🤖 AI Summary
This study addresses the challenge of cross-speaker, training-free control of emotional expressiveness in large language model–based text-to-speech (TTS) systems. Through ablation studies, the authors identify that emotional prosody is predominantly encoded in speaker x-vectors, enabling the construction of emotion-direction vectors within the x-vector embedding space for continuous modulation of emotional intensity. The work demonstrates, for the first time, that centroid-based vector arithmetic on x-vectors effectively supports cross-speaker and even cross-lingual emotional control in token-based TTS—contrary to prior assumptions that such methods are inapplicable.

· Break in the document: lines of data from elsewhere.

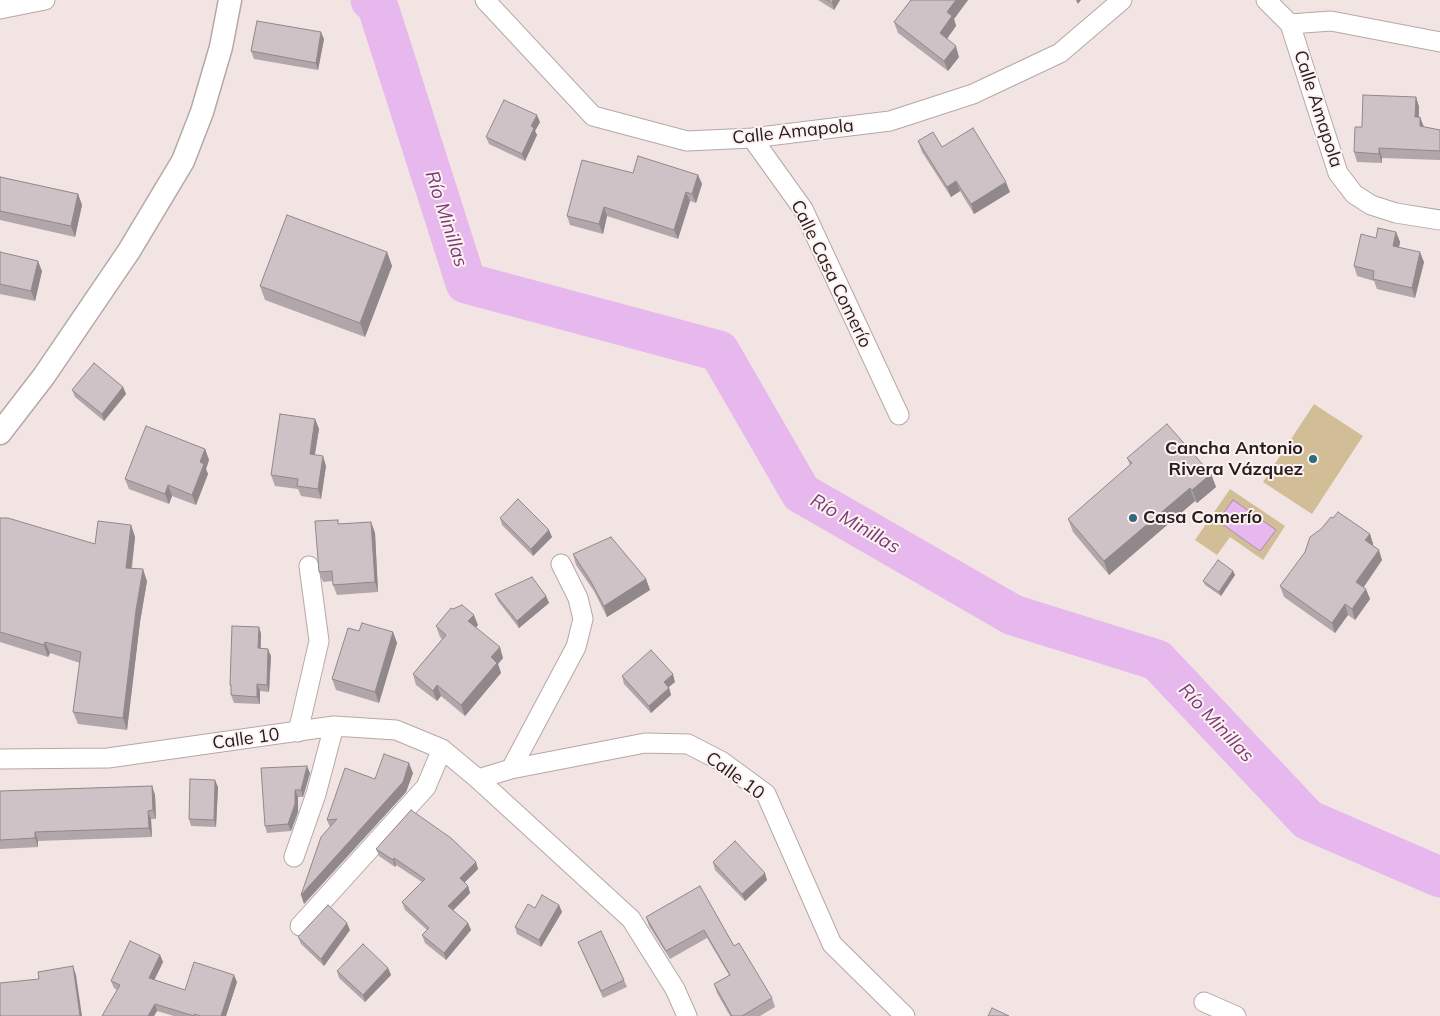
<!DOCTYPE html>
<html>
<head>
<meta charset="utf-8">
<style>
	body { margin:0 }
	canvas { display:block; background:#f1e4e3 }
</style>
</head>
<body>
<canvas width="1440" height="1016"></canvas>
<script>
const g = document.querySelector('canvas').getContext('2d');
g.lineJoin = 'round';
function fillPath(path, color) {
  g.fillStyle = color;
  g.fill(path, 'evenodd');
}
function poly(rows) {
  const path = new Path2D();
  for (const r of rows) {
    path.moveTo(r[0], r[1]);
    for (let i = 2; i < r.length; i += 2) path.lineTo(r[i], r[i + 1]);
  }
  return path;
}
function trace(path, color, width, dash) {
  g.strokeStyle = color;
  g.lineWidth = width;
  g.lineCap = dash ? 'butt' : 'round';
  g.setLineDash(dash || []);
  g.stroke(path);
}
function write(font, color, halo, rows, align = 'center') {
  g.font = font + ' Mulish,sans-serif';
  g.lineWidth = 4;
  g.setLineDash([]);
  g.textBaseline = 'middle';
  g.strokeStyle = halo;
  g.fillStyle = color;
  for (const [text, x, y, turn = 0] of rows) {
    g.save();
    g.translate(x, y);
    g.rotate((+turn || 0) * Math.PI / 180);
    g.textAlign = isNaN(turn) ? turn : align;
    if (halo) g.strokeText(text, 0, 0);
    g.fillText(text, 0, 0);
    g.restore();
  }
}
const green = poly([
	[1314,404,1363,436,1312,514,1263,482],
	[1230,489,1285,526,1263,560,1230,537,1217,555,1195,540]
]);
const water = poly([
	[1233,500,1276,530,1260,551,1218,521,1233,500]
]);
const river = poly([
	[371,0,377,4,466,283,719,351,801,493,1013,615,1157,660,1308,820,1440,877]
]);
const minor = poly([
	[485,0,593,116,687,141,752,138,890,121,973,94,1060,53,1122,0],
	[1266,0,1290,24,1338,173,1354,194,1371,205,1396,213,1440,220],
	[0,9,45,0],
	[1290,24,1331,21,1440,42],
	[752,138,803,209,899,415],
	[298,732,319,641,309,566],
	[0,759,108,758,334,726,396,730,442,749,478,779,511,769,645,743,688,744,721,761,766,794,832,944,905,1016],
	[511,769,576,647,583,619,578,598,561,564],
	[478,779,631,919,675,989,687,1016],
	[294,857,316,794,334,726],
	[300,926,426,787,442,749],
	[1204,1002,1236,1016]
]);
const tertiary = poly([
	[0,433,44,376,129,251,183,161,202,112,221,47,230,0]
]);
const wall = poly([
	[818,0,840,0,834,10],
	[911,0,968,0,954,19,956,26,947,39,959,57,948,71,898,33,894,22],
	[324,39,318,70,254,59,251,51],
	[1416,97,1419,107,1419,117,1424,127,1440,130,1440,160,1382,158,1382,163,1357,162,1354,152,1362,127],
	[540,122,535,131,537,135,525,161,489,144,486,137],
	[918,141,942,147,1010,192,974,214,960,191,951,197,922,152],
	[633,173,698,175,702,184,696,203,690,201,678,239,607,216,603,234,570,225,567,216],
	[0,177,78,194,82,205,75,237,0,220],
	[1396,232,1400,242,1399,247,1424,262,1415,298,1377,289,1374,281,1357,276,1354,266,1376,238],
	[0,252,42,271,35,301,0,294],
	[387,252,392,266,365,337,265,300,260,286],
	[123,387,126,394,104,421,75,397,72,390],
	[315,419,319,429,315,455,326,466,321,499,301,496,298,489,275,486,271,475],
	[205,449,209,460,206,469,208,474,196,505,172,496,169,504,129,489,125,479],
	[1127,458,1211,474,1216,487,1197,503,1195,501,1109,575,1073,532,1068,519,1130,465],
	[0,518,95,544,131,525,135,537,132,568,147,581,140,622,127,730,78,724,73,712,80,663,50,653,48,657,0,642],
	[500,518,552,537,533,556,502,525],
	[1333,518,1370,534,1373,544,1373,545,1382,560,1364,587,1370,599,1355,620,1348,615,1335,633,1284,597,1280,586],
	[371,522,375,533,378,592,337,595,333,585,333,581,323,582,319,572,340,524],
	[573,554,646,579,650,590,607,617,594,591,576,565],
	[1233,571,1235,575,1221,596,1205,585,1203,581],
	[495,594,546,596,549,603,519,628,498,601],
	[478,625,476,627,503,658,498,664,501,673,465,716,441,696,437,701,416,685,413,674,442,639,440,637,436,626],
	[259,627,261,634,261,648,271,656,269,692,260,691,260,704,234,703,231,695,231,688,230,685],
	[359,631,393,632,397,643,379,703,336,690,332,679],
	[622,676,675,682,669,687,671,695,651,713,624,684],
	[310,773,303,797,298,797,298,812,291,831,267,833,265,826],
	[413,773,406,792,304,904,330,827,327,820,375,779],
	[152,786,155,795,156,819,151,819,152,837,38,841,38,847,0,849,0,791],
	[218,787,216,827,191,826,189,819],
	[376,849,476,862,478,869,464,883,468,886,470,893,453,911,468,923,471,930,446,960,425,943,422,935,427,930,405,910,402,902,422,882,396,865,395,867,379,856],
	[713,862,767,880,745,901,715,870],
	[700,886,734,946,772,998,775,1007,760,1016,730,1016,717,993,714,984,729,975,707,938,670,959,649,926,646,917],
	[559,905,562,912,541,947,517,934,515,927,535,908],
	[350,930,324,966,301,944,298,937],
	[578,942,624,980,627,987,603,998],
	[160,955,163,962,154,980,185,990,237,982,226,1016,174,1016,157,1011,154,1016,102,1016,117,990,114,988,111,981],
	[388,968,391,975,365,1002,339,978,337,971]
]);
const shadedWall = poly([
	[833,0,840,0,834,10,832,3],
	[956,0,968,0,954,19,956,26,943,44,940,33,947,12],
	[1076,0,1081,0,1078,4],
	[321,32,324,39,318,70,316,63],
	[956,46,959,57,948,71,944,61],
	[1416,97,1419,107,1418,126,1415,117],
	[537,115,540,122,535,131,537,135,525,161,522,154,531,126],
	[1420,117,1424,127,1423,136,1420,126],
	[1379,148,1382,158,1382,163,1379,154],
	[698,175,702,184,696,203,692,194],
	[956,181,960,191,951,197,947,187],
	[1006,182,1010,192,974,214,971,204],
	[686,192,690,201,678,239,674,230],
	[78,194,82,205,75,237,71,226],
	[604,207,607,216,603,234,599,224],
	[1396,232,1400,242,1397,256,1393,246],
	[387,252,392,266,365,337,360,323],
	[1420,252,1424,262,1415,298,1412,288],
	[38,261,42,271,35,301,31,291],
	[123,387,126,394,104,421,102,414],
	[315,419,319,429,313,464,310,454],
	[205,449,209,460,206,469,208,474,196,505,192,495,200,462],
	[323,456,326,466,321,499,318,489],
	[1211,474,1216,487,1197,503,1192,490],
	[168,485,172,496,169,504,165,494],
	[1190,488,1195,501,1109,575,1104,561],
	[371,522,375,533,378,592,375,582],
	[131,525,135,537,130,579,126,568],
	[549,530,552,537,533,556,531,549],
	[1370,534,1373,544,1369,551,1365,540],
	[1379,550,1382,560,1360,592,1356,582],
	[143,569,147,581,140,622,127,730,123,718,136,610],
	[1233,571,1235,575,1221,596,1219,592],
	[646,579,650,590,607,617,604,606],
	[1366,589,1370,599,1355,620,1352,609],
	[546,596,549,603,519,628,517,621],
	[1345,604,1348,615,1335,633,1332,623],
	[474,615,478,625,472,632,468,621],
	[259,627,261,634,260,655,258,648],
	[393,632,397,643,379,703,375,692],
	[45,642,50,653,48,657,44,645],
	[500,647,503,658,498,664,501,673,465,716,461,705,491,657],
	[268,649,271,656,269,692,267,685],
	[673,674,675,682,666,689,664,682],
	[257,684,260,691,260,704,257,697],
	[437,685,441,696,437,701,433,691],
	[669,688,671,695,651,713,649,706],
	[409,763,413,773,406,792,304,904,301,895],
	[307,766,310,773,303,797,301,790],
	[215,780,218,787,216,827,214,820],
	[152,786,155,795,156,819,153,810],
	[295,790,298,797,298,812,291,831,288,824],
	[148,811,151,819,152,837,149,828],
	[35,832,38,841,38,847,35,838],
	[394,858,396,865,395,867,393,860],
	[476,862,478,869,462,885,460,878],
	[765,873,767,880,745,901,742,894],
	[468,886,470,893,450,913,448,906],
	[559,905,562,912,541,947,539,940],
	[347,923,350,930,324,966,321,959],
	[468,923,471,930,446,960,444,953],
	[160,955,163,962,152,985,149,978],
	[73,966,76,975,82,1016,80,1016],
	[388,968,391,975,365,1002,363,995],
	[234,975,237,982,226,1016,221,1016],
	[155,1004,157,1011,154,1016,148,1016]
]);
const building = poly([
	[827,0,833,0,832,3,827,0],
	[911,0,956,0,947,12,952,16,940,33,956,46,944,61,894,22,911,0],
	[257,21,321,32,316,63,251,51,257,21],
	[1363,95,1416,97,1415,117,1420,117,1420,126,1440,130,1440,151,1379,148,1379,154,1354,152,1355,127,1362,127,1363,95],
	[504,100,537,115,531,126,534,128,522,154,486,137,504,100],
	[973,128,1006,182,971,204,956,181,947,187,918,141,933,132,942,147,973,128],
	[638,156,698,175,692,194,686,192,674,230,604,207,599,224,567,216,582,160,633,173,638,156],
	[0,177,78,194,71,226,0,211,0,177],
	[287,215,387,252,360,323,260,286,287,215],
	[1378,228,1396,232,1393,246,1420,252,1412,288,1373,279,1374,271,1354,266,1361,234,1376,238,1378,228],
	[0,252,38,261,31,291,0,284,0,252],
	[94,363,123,387,102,414,72,390,94,363],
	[280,414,315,419,310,454,323,456,318,489,297,486,298,479,271,475,280,414],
	[1167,424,1211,474,1192,490,1190,488,1104,561,1068,519,1132,463,1127,458,1167,424],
	[146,426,205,449,200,462,204,464,192,495,168,485,165,494,125,479,146,426],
	[518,499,549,530,531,549,500,518,518,499],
	[1338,512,1370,534,1365,540,1379,550,1356,582,1366,589,1352,609,1345,604,1332,623,1280,586,1305,552,1310,537,1321,529,1331,517,1333,518,1338,512],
	[0,518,8,518,95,544,98,521,131,525,126,568,143,569,136,610,123,718,73,712,81,652,45,642,44,645,0,632,0,518],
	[338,520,338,524,371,522,375,582,333,585,332,571,319,572,315,521,338,520],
	[611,537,646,579,604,606,590,580,573,554,611,537],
	[1218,560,1233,571,1219,592,1203,581,1218,560],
	[532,577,546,596,517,621,495,594,532,577],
	[462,605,474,615,468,621,500,647,491,657,497,663,461,705,437,685,433,691,413,674,446,635,436,626,451,608,453,609,462,605],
	[362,623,393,632,375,692,332,679,348,628,359,631,362,623],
	[232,626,259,627,258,648,268,649,267,685,257,684,257,697,231,695,231,685,230,685,232,626],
	[651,650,673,674,664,682,669,688,649,706,622,676,651,650],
	[384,754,409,763,403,782,301,895,321,837,337,819,327,820,345,768,375,779,384,754],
	[307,766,301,790,295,790,295,804,288,824,265,826,261,768,307,766],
	[190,779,215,780,214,820,189,819,190,779],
	[152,786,153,810,148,811,149,828,35,832,35,838,0,840,0,791,152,786],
	[411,810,451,838,476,862,460,878,468,886,448,906,468,923,444,953,422,935,429,928,402,902,425,879,394,858,393,860,376,849,411,810],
	[735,841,765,873,742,894,713,862,735,841],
	[700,886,734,946,739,943,772,998,742,1016,732,1016,714,984,730,975,704,930,666,951,646,917,700,886],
	[542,895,559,905,539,940,515,927,528,904,535,908,542,895],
	[328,905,347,923,321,959,298,937,328,905],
	[601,931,624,980,601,991,578,942,601,931],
	[130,941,160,955,149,978,185,990,194,962,234,975,221,1016,201,1016,194,1014,194,1016,155,1004,148,1016,102,1016,120,985,111,981,130,941],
	[363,944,388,968,363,995,337,971,363,944],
	[73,966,80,1016,0,1016,0,983,39,979,38,972,73,966],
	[992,1008,1009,1016,988,1016,992,1008]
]);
const markers = [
	[1313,459,5,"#316983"],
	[1133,518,5,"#316983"]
];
const streetNames = [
	["Calle Amapola",1318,109,72],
	["Calle Amapola",793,132,-6],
	["Calle Casa Comerío",831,274,64],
	["Calle 10",246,739,-8],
	["Calle 10",735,776,36]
];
const poiNames = [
	["Cancha Antonio",1303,449],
	["Rivera Vázquez",1303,470],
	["Casa Comerío",1143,518,"left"]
];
const waterNames = [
	["Río Minillas",446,219,72],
	["Río Minillas",855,524,30],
	["Río Minillas",1216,723,47]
];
fillPath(green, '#d2be96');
fillPath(water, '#e7b8ed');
trace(water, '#ad8bb0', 1);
trace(river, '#e7b8ed', 41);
trace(minor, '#b5a8a7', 21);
trace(tertiary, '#b5a8a7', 25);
trace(minor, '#fff', 19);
trace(tertiary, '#fff', 22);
fillPath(wall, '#b1a7ab');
fillPath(shadedWall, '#90888b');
fillPath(building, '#cec2c7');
trace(building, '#90888b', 1);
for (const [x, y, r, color] of markers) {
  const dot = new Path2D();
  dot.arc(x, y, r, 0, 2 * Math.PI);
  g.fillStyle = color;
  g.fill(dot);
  trace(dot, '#fef1f0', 2);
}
write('18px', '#262121', '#fef1f0', streetNames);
write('bold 18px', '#262121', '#fef1f0', poiNames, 'right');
write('italic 19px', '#753d7d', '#fef1f0', waterNames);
</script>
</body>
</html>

Experimental results show significant improvements in emotion2vec cosine similarity by 0.29 and 0.09 on English and Brazilian Portuguese, respectively, while maintaining high speaker consistency (SECS ≥ 0.88) and intelligibility (WER ≈ 0).
📝 Abstract
We investigate whether task-vector arithmetic, successful for cross-speaker emotional intensity control in modular text-to-speech (TTS), transfers to large-scale TTS systems built on language-model backbones with in-context learning (LM-TTS). Through a systematic elimination study over four progressively narrower operands on Qwen3-TTS-12Hz-1.7B - model weights via LoRA fine-tuning, continuous codec embeddings, discrete codec tokens, and the speaker embedding (x-vector) produced by an ECAPA-TDNN encoder jointly trained with the synthesis backbone - we localize the dominant carrier of emotional prosody to the x-vector. Building on this finding, we propose a training-free method based on centroid arithmetic in x-vector space: an emotion direction $τ= \mathbb{E}_i[x(s_i,\text{emo})] -\mathbb{E}_i[x(s_i,\text{neutral})]$ applied to an unseen target speaker as $x_{\text{new}} = x(\text{target},\text{neutral}) + α\cdotτ$. Using ESD (English) as the $τ$ source and emoUERJ (Brazilian Portuguese) as a cross-lingual ground-truth target, we observe average gains of $+0.29$ in emotion2vec cosine over the ICL baseline on English held-out speakers and $+0.09$ on Brazilian Portuguese held-out speakers, while largely preserving identity (WavLM SECS $\gtrsim 0.88$ for the multi-speaker $τ$ variant) and intelligibility (WER $\approx 0$ in PT-BR). These results offer initial evidence that the reported incompatibility of centroid-arithmetic style control with token-based TTS architectures may be circumvented when the arithmetic operates on the speaker embedding.